YOUR TASK
Write out the entries exactly, leaving out every picture.

EXERCISE DATA
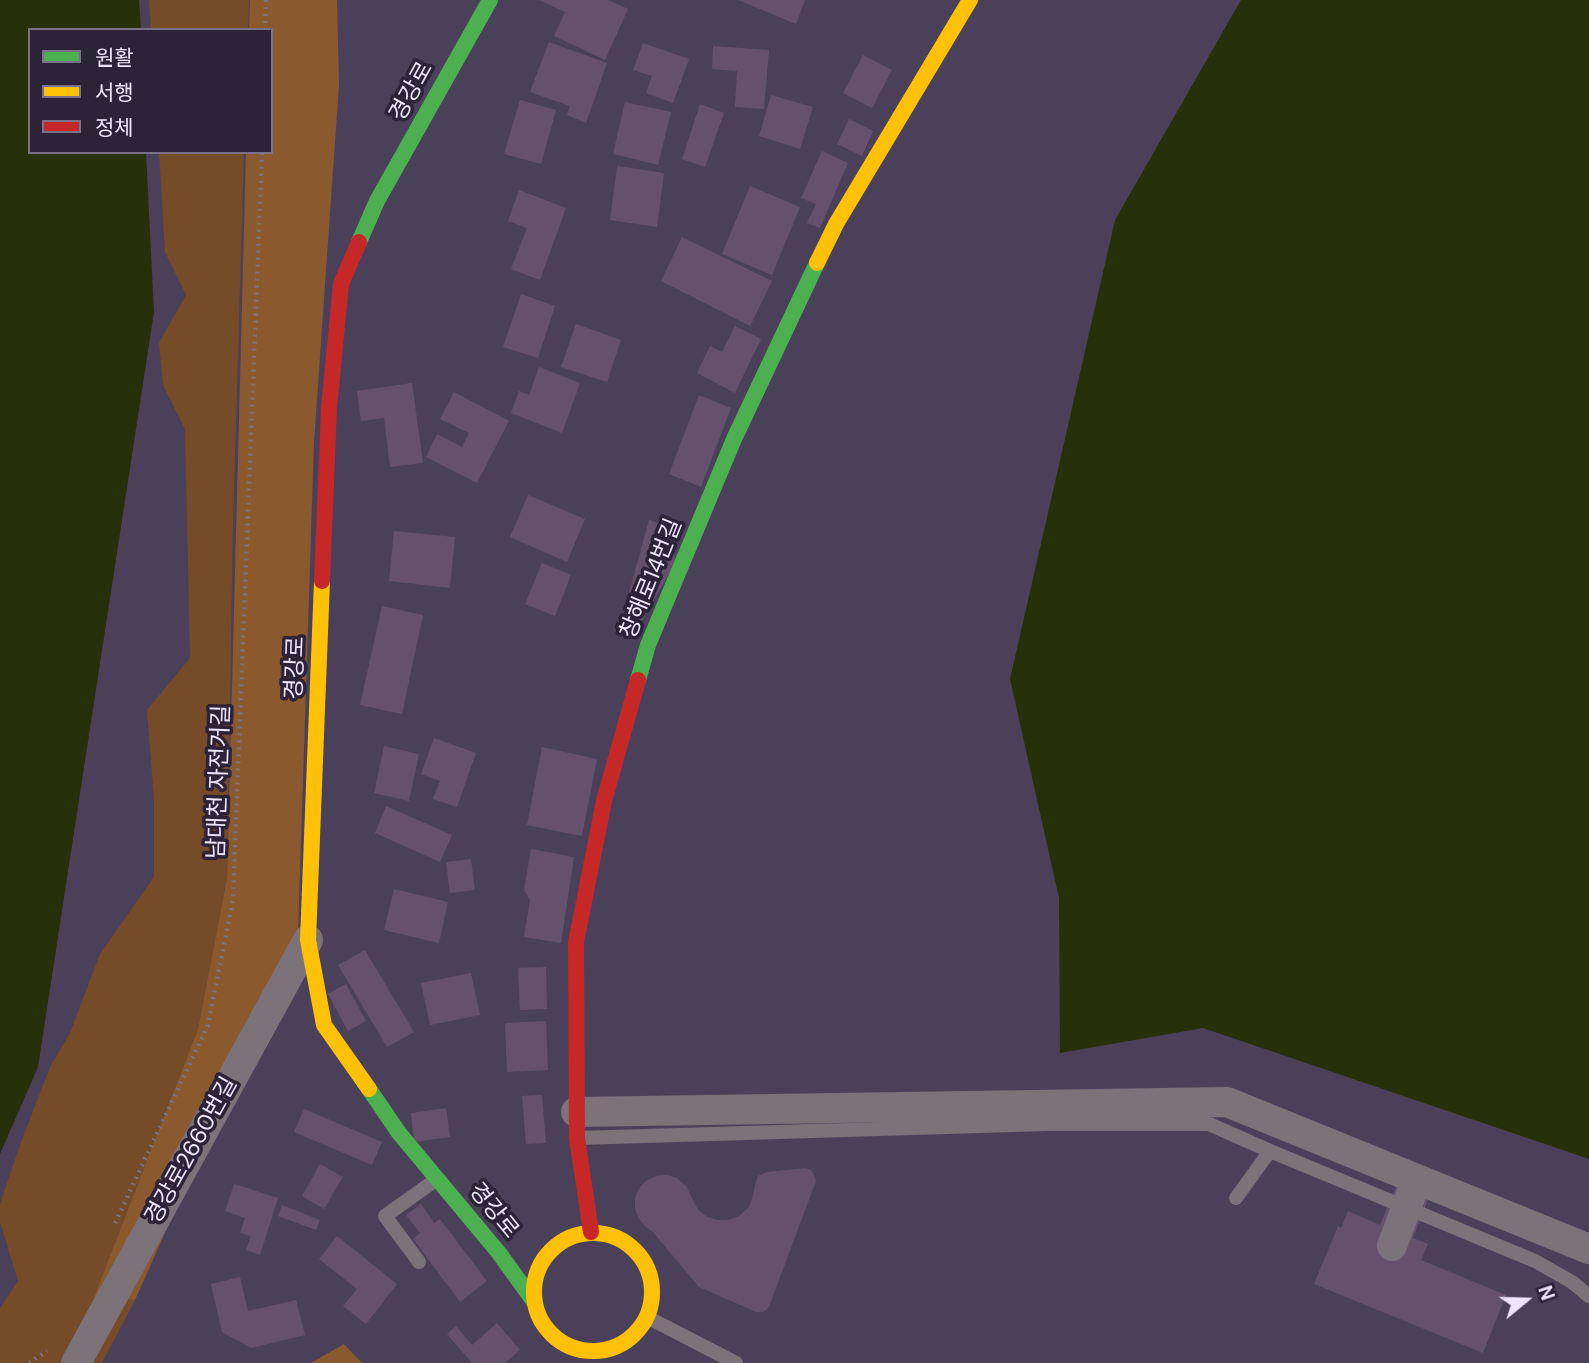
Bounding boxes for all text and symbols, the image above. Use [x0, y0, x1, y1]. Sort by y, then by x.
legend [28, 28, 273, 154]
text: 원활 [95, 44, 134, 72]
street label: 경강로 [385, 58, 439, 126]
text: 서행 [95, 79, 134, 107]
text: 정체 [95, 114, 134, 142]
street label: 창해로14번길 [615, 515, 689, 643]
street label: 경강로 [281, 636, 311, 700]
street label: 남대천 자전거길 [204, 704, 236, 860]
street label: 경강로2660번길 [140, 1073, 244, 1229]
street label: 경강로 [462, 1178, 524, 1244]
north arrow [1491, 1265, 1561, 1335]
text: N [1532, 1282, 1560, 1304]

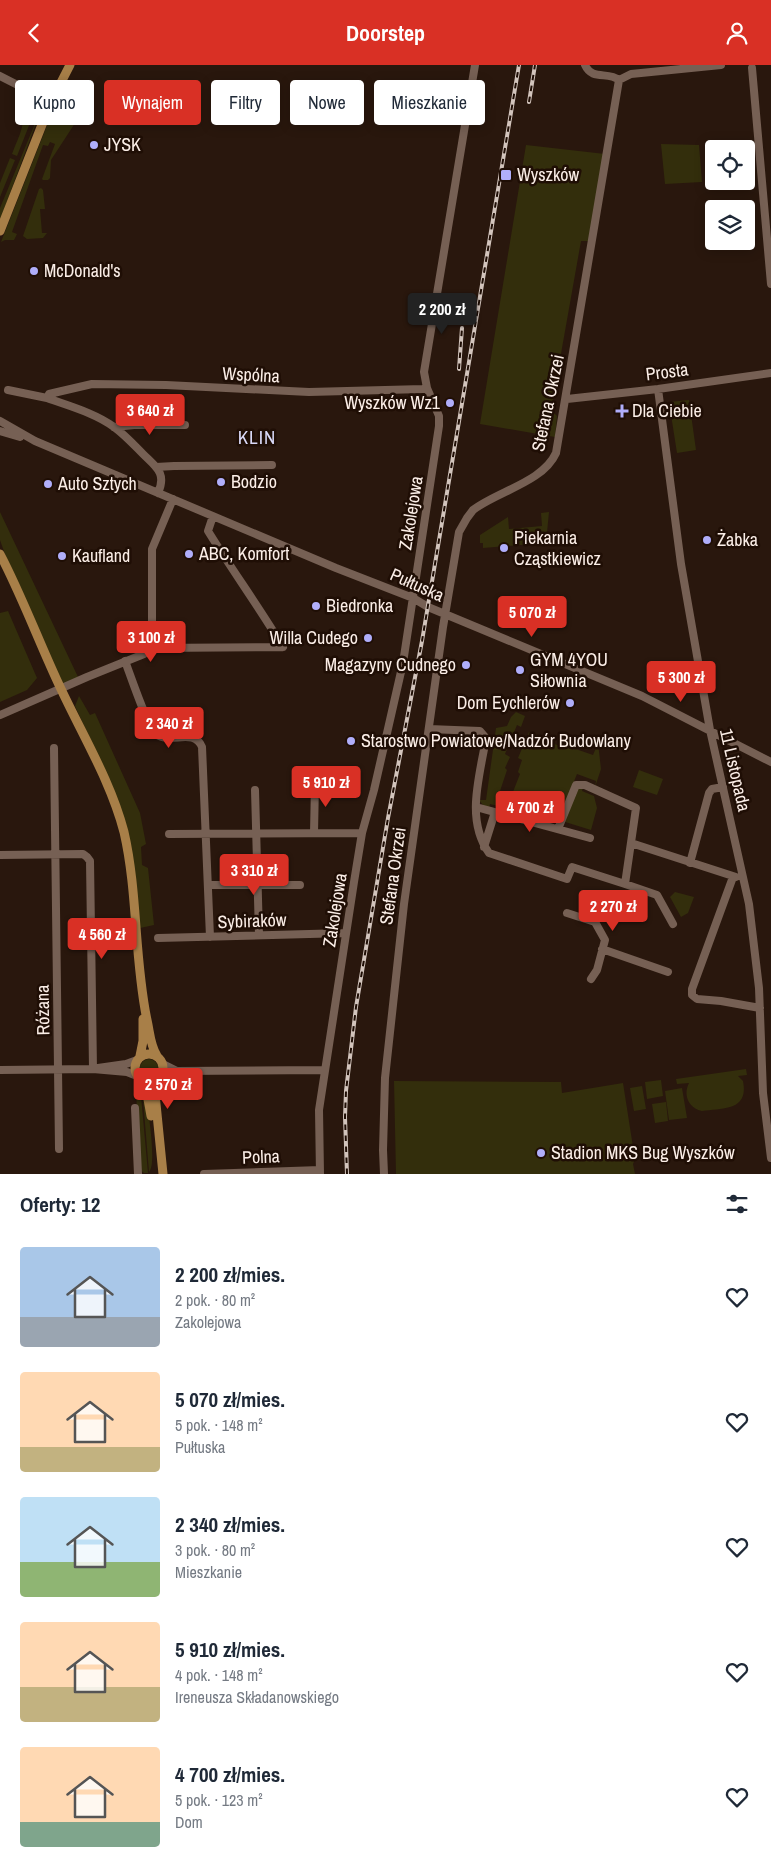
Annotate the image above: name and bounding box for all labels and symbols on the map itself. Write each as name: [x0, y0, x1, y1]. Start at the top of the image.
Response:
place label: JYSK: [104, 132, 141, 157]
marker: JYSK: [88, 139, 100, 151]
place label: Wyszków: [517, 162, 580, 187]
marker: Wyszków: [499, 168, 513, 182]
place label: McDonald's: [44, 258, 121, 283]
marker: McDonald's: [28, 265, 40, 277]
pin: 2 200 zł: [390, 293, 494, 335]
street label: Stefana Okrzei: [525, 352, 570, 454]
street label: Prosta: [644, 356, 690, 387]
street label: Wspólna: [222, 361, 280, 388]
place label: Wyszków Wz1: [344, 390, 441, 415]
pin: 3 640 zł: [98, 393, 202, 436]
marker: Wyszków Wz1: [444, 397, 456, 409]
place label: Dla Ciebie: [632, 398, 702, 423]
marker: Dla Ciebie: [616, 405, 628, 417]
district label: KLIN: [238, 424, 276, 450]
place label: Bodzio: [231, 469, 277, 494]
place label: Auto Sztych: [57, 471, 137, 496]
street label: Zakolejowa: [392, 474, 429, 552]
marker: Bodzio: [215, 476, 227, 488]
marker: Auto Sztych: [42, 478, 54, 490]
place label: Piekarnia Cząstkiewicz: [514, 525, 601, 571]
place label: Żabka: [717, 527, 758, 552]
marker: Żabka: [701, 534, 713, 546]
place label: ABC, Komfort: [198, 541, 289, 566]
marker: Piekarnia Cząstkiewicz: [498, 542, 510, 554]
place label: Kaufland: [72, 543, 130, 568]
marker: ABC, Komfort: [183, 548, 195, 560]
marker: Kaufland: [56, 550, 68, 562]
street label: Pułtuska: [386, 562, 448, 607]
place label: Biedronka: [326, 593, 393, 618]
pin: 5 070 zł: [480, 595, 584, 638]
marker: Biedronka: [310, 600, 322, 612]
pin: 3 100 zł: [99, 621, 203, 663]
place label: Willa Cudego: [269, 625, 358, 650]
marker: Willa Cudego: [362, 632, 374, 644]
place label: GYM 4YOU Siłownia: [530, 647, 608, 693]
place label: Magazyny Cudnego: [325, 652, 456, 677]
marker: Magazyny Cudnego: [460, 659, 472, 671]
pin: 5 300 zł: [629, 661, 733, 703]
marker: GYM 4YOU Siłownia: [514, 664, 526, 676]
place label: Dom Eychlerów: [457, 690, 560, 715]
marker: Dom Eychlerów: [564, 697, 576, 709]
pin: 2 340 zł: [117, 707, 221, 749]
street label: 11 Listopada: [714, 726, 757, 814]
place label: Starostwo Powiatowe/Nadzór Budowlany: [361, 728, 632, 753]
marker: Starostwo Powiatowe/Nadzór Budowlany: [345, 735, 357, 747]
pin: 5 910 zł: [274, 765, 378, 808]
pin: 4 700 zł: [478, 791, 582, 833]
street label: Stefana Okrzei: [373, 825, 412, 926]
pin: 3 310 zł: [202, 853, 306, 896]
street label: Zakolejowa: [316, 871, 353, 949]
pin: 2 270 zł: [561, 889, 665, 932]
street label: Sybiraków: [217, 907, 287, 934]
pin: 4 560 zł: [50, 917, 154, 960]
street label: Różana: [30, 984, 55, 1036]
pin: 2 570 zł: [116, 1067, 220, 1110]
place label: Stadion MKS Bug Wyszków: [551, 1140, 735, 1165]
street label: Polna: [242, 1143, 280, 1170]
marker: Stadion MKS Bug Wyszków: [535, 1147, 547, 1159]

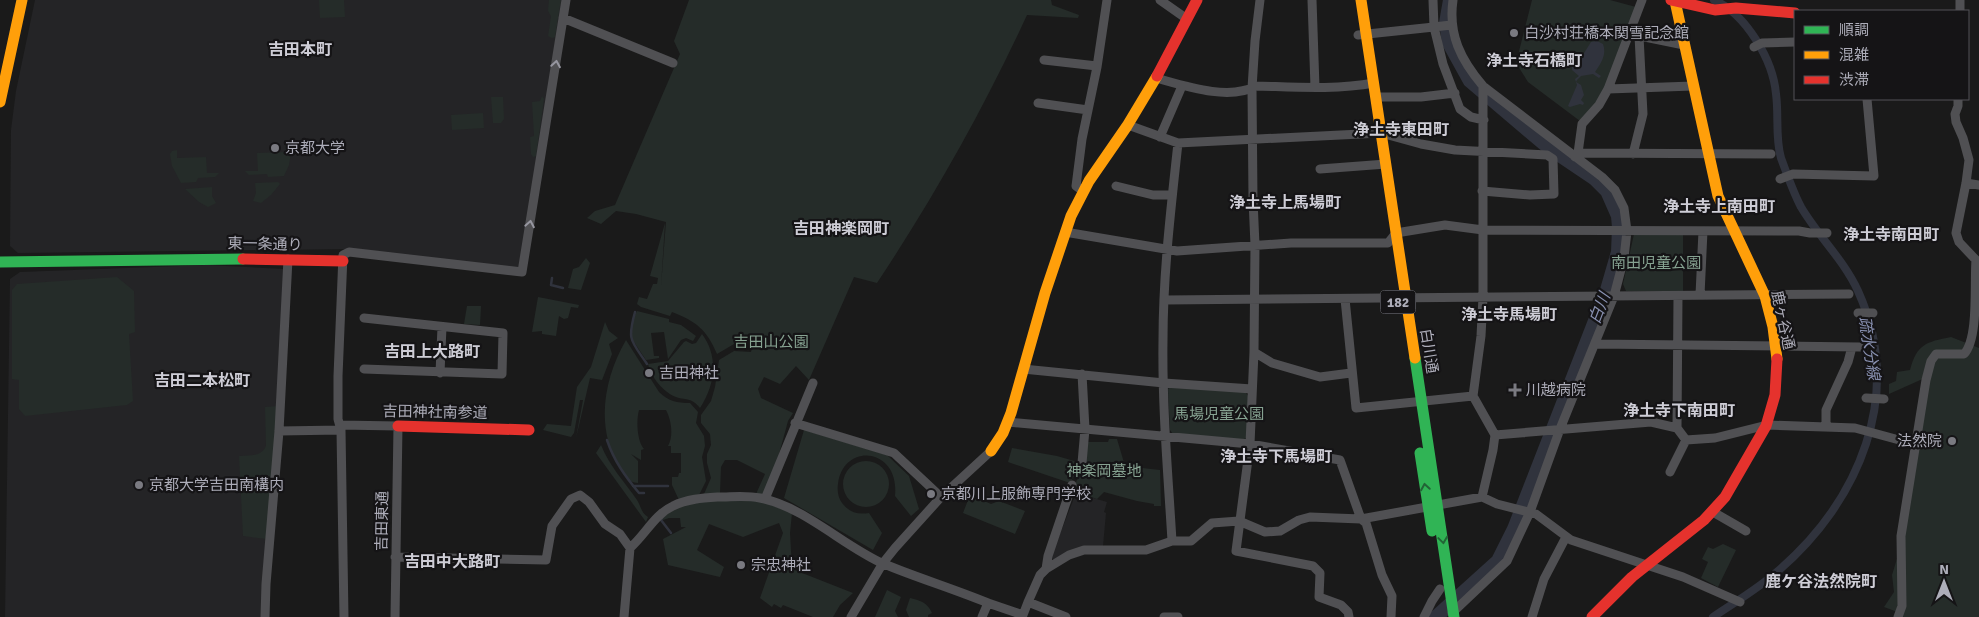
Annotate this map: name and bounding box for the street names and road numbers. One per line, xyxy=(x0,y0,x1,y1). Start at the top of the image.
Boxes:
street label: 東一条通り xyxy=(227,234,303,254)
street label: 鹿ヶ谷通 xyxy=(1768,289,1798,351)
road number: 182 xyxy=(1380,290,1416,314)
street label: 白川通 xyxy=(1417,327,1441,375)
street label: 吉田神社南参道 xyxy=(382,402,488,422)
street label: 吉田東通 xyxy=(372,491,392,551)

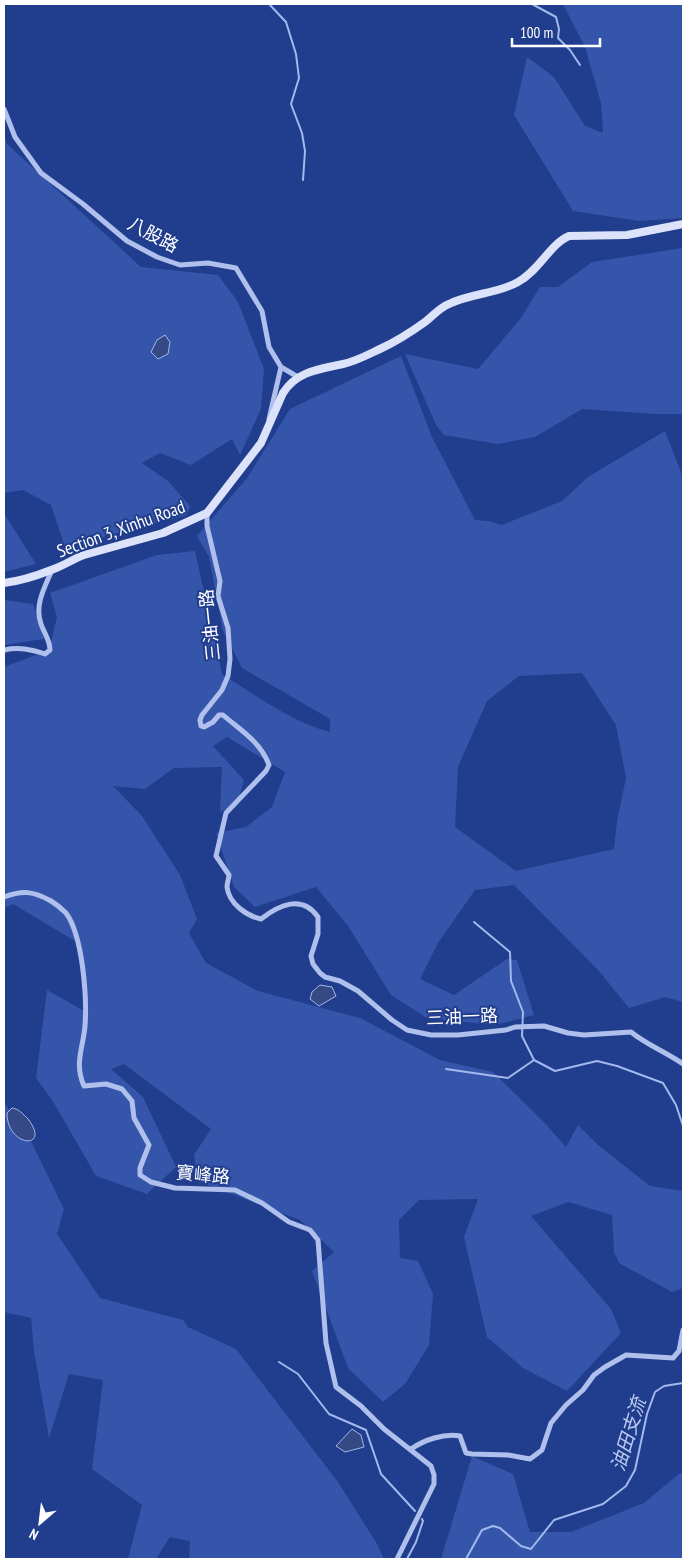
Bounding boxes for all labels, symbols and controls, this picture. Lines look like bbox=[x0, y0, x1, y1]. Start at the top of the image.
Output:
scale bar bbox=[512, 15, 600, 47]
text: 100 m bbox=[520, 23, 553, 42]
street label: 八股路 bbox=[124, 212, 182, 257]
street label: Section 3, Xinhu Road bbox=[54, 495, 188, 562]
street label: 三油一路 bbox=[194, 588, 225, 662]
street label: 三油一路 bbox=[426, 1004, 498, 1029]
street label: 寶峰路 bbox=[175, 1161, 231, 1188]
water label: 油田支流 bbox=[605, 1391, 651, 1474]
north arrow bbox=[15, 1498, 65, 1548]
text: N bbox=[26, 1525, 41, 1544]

REPLY
Bounding boxes for all text and symbols, the image above. Use [x0, y0, x1, y1]. Sort by y, then by x.
legend [28, 28, 273, 154]
text: 원활 [95, 44, 134, 72]
street label: 경강로 [385, 58, 439, 126]
text: 서행 [95, 79, 134, 107]
text: 정체 [95, 114, 134, 142]
street label: 창해로14번길 [615, 515, 689, 643]
street label: 경강로 [281, 636, 311, 700]
street label: 남대천 자전거길 [204, 704, 236, 860]
street label: 경강로2660번길 [140, 1073, 244, 1229]
street label: 경강로 [462, 1178, 524, 1244]
north arrow [1491, 1265, 1561, 1335]
text: N [1532, 1282, 1560, 1304]

Annotate the image above: name and bounding box for all labels and symbols on the map itself. Write each as name: [x0, y0, x1, y1]. Start at the top of the image.
Response:
place label: JYSK: [104, 132, 141, 157]
marker: JYSK: [88, 139, 100, 151]
place label: Wyszków: [517, 162, 580, 187]
marker: Wyszków: [499, 168, 513, 182]
place label: McDonald's: [44, 258, 121, 283]
marker: McDonald's: [28, 265, 40, 277]
pin: 2 200 zł: [390, 293, 494, 335]
street label: Stefana Okrzei: [525, 352, 570, 454]
street label: Prosta: [644, 356, 690, 387]
street label: Wspólna: [222, 361, 280, 388]
place label: Wyszków Wz1: [344, 390, 441, 415]
pin: 3 640 zł: [98, 393, 202, 436]
marker: Wyszków Wz1: [444, 397, 456, 409]
place label: Dla Ciebie: [632, 398, 702, 423]
marker: Dla Ciebie: [616, 405, 628, 417]
district label: KLIN: [238, 424, 276, 450]
place label: Bodzio: [231, 469, 277, 494]
place label: Auto Sztych: [57, 471, 137, 496]
street label: Zakolejowa: [392, 474, 429, 552]
marker: Bodzio: [215, 476, 227, 488]
marker: Auto Sztych: [42, 478, 54, 490]
place label: Piekarnia Cząstkiewicz: [514, 525, 601, 571]
place label: Żabka: [717, 527, 758, 552]
marker: Żabka: [701, 534, 713, 546]
place label: ABC, Komfort: [198, 541, 289, 566]
marker: Piekarnia Cząstkiewicz: [498, 542, 510, 554]
place label: Kaufland: [72, 543, 130, 568]
marker: ABC, Komfort: [183, 548, 195, 560]
marker: Kaufland: [56, 550, 68, 562]
street label: Pułtuska: [386, 562, 448, 607]
place label: Biedronka: [326, 593, 393, 618]
pin: 5 070 zł: [480, 595, 584, 638]
marker: Biedronka: [310, 600, 322, 612]
pin: 3 100 zł: [99, 621, 203, 663]
place label: Willa Cudego: [269, 625, 358, 650]
marker: Willa Cudego: [362, 632, 374, 644]
place label: GYM 4YOU Siłownia: [530, 647, 608, 693]
place label: Magazyny Cudnego: [325, 652, 456, 677]
marker: Magazyny Cudnego: [460, 659, 472, 671]
pin: 5 300 zł: [629, 661, 733, 703]
marker: GYM 4YOU Siłownia: [514, 664, 526, 676]
place label: Dom Eychlerów: [457, 690, 560, 715]
marker: Dom Eychlerów: [564, 697, 576, 709]
pin: 2 340 zł: [117, 707, 221, 749]
street label: 11 Listopada: [714, 726, 757, 814]
place label: Starostwo Powiatowe/Nadzór Budowlany: [361, 728, 632, 753]
marker: Starostwo Powiatowe/Nadzór Budowlany: [345, 735, 357, 747]
pin: 5 910 zł: [274, 765, 378, 808]
pin: 4 700 zł: [478, 791, 582, 833]
street label: Stefana Okrzei: [373, 825, 412, 926]
pin: 3 310 zł: [202, 853, 306, 896]
street label: Zakolejowa: [316, 871, 353, 949]
pin: 2 270 zł: [561, 889, 665, 932]
street label: Sybiraków: [217, 907, 287, 934]
pin: 4 560 zł: [50, 917, 154, 960]
street label: Różana: [30, 984, 55, 1036]
pin: 2 570 zł: [116, 1067, 220, 1110]
place label: Stadion MKS Bug Wyszków: [551, 1140, 735, 1165]
street label: Polna: [242, 1143, 280, 1170]
marker: Stadion MKS Bug Wyszków: [535, 1147, 547, 1159]

Annotate this map: name and bounding box for the street names and road numbers. One per line, xyxy=(x0,y0,x1,y1). Start at the top of the image.
Boxes:
street label: 東一条通り xyxy=(227,234,303,254)
street label: 鹿ヶ谷通 xyxy=(1768,289,1798,351)
road number: 182 xyxy=(1380,290,1416,314)
street label: 白川通 xyxy=(1417,327,1441,375)
street label: 吉田神社南参道 xyxy=(382,402,488,422)
street label: 吉田東通 xyxy=(372,491,392,551)

Bounding boxes for all labels, symbols and controls, this picture. Lines look like bbox=[x0, y0, x1, y1]. Start at the top of the image.
Output:
scale bar bbox=[512, 15, 600, 47]
text: 100 m bbox=[520, 23, 553, 42]
street label: 八股路 bbox=[124, 212, 182, 257]
street label: Section 3, Xinhu Road bbox=[54, 495, 188, 562]
street label: 三油一路 bbox=[194, 588, 225, 662]
street label: 三油一路 bbox=[426, 1004, 498, 1029]
street label: 寶峰路 bbox=[175, 1161, 231, 1188]
water label: 油田支流 bbox=[605, 1391, 651, 1474]
north arrow bbox=[15, 1498, 65, 1548]
text: N bbox=[26, 1525, 41, 1544]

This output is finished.